Dataset entries:
Start of Block

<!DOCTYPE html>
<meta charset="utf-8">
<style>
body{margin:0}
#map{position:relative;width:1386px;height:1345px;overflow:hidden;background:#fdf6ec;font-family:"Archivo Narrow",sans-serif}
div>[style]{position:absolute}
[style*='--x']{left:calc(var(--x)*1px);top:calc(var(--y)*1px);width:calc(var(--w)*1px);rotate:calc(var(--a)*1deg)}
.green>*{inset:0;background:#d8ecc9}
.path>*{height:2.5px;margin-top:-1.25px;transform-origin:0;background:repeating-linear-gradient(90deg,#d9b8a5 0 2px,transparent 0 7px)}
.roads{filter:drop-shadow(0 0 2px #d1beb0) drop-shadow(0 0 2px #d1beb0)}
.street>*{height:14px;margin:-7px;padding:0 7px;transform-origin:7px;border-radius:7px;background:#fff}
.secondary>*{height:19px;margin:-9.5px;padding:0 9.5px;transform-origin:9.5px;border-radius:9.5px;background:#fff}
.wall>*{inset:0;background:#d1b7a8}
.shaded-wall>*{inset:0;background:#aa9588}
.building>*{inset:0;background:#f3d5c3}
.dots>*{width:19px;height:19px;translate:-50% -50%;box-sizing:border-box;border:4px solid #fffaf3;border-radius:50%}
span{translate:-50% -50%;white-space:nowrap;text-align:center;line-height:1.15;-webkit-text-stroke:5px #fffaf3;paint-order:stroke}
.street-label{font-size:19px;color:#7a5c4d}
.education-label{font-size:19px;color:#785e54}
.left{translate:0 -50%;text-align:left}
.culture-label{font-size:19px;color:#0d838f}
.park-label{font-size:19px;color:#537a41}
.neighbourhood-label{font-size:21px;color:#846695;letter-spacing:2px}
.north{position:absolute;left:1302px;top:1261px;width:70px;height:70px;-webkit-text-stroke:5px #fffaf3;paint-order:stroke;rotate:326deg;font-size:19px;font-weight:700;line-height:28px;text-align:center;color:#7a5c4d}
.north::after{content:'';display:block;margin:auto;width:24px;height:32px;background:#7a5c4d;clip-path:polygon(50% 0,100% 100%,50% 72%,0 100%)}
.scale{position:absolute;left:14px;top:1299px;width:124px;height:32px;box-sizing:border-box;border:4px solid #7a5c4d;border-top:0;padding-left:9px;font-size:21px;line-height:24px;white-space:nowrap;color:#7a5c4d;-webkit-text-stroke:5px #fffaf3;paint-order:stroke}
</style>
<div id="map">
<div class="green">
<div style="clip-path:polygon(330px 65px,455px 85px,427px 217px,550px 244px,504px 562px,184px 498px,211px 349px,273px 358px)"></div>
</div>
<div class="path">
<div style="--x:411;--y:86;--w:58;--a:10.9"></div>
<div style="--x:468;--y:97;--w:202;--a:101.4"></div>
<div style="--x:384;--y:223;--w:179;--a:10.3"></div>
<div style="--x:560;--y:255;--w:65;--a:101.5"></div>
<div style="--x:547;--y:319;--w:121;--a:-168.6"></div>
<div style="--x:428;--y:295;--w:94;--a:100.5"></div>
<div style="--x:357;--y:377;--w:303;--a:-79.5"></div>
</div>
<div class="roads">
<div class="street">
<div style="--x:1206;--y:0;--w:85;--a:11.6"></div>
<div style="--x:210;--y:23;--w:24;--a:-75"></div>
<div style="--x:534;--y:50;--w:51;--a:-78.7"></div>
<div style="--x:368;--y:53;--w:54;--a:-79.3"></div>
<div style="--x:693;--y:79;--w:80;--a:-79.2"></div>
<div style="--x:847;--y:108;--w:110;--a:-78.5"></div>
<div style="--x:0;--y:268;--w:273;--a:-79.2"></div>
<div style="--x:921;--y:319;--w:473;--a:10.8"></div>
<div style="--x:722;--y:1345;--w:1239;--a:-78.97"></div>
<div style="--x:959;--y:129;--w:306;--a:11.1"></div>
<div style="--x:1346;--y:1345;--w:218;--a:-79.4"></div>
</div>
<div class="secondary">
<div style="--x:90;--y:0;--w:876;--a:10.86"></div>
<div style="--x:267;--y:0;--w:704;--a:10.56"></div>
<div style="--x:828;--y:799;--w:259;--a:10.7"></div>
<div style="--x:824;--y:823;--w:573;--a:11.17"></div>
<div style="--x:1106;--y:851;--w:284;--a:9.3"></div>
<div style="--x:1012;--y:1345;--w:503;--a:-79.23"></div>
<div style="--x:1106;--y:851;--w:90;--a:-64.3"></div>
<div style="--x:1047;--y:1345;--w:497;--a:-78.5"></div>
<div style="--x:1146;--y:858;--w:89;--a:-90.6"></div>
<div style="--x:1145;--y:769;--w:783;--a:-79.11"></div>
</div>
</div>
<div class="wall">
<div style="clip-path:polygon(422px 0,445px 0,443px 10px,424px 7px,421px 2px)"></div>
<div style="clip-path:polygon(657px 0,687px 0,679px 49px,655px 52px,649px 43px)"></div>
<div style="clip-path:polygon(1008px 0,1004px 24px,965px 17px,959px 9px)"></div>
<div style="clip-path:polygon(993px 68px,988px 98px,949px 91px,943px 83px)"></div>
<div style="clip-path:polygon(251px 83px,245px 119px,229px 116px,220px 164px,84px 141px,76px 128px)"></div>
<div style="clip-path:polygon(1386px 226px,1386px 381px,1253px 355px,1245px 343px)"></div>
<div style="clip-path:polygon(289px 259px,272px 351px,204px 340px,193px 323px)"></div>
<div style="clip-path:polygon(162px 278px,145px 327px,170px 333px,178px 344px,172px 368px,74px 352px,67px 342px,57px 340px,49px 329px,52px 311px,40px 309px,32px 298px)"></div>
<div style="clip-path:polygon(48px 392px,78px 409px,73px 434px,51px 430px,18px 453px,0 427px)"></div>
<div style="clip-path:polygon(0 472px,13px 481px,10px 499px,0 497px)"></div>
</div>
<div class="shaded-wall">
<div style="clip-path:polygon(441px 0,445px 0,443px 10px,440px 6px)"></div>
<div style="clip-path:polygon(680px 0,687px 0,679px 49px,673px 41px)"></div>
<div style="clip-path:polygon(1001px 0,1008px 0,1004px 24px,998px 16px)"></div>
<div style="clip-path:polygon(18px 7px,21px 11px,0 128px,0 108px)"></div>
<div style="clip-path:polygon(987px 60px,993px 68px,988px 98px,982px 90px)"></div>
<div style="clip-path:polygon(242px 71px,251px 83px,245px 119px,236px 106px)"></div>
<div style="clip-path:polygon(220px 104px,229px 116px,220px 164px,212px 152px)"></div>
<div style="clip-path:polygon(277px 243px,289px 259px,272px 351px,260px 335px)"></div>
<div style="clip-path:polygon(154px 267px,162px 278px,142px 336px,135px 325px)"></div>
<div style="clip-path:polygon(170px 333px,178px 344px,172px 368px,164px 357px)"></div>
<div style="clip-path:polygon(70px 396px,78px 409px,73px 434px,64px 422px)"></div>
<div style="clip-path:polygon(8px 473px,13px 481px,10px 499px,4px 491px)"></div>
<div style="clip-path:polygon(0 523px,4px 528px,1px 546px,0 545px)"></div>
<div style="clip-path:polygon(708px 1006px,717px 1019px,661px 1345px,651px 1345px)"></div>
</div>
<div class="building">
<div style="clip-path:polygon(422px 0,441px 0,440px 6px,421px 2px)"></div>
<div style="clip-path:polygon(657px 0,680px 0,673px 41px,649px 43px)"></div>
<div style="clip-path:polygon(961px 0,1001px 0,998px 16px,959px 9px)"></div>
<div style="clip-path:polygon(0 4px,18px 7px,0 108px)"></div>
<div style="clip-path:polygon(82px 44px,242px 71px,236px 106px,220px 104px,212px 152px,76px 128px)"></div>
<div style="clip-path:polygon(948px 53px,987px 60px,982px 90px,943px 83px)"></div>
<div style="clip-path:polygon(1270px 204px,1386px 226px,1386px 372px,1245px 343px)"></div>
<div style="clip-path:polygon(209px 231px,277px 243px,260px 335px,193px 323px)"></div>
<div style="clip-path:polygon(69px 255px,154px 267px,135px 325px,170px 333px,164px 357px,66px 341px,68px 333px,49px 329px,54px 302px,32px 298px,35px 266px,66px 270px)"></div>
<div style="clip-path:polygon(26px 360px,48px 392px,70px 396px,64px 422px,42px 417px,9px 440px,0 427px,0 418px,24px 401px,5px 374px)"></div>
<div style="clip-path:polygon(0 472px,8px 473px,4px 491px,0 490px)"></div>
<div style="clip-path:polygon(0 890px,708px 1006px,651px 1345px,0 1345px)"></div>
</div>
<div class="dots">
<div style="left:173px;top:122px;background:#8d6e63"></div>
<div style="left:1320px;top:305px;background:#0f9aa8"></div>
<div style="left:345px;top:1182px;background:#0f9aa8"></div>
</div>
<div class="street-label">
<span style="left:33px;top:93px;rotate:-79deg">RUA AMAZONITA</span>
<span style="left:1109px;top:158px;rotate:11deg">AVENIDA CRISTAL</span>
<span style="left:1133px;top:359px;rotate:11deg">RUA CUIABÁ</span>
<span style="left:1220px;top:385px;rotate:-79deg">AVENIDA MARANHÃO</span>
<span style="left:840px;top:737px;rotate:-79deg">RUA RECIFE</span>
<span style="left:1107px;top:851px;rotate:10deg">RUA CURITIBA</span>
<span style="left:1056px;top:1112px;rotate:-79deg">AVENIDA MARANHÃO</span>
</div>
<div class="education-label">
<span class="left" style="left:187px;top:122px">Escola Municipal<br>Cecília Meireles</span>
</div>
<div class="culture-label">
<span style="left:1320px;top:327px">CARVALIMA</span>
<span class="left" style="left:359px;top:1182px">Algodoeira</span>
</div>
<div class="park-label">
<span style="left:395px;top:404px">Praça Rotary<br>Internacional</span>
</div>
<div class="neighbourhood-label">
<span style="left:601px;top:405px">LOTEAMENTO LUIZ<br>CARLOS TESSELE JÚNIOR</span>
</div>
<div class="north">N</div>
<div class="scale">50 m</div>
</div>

End of Block

Exercise description: Look over the entries for "shaded", then copy every line that includes that string.

Solution for this exercise:
.shaded-wall>*{inset:0;background:#aa9588}
<div class="shaded-wall">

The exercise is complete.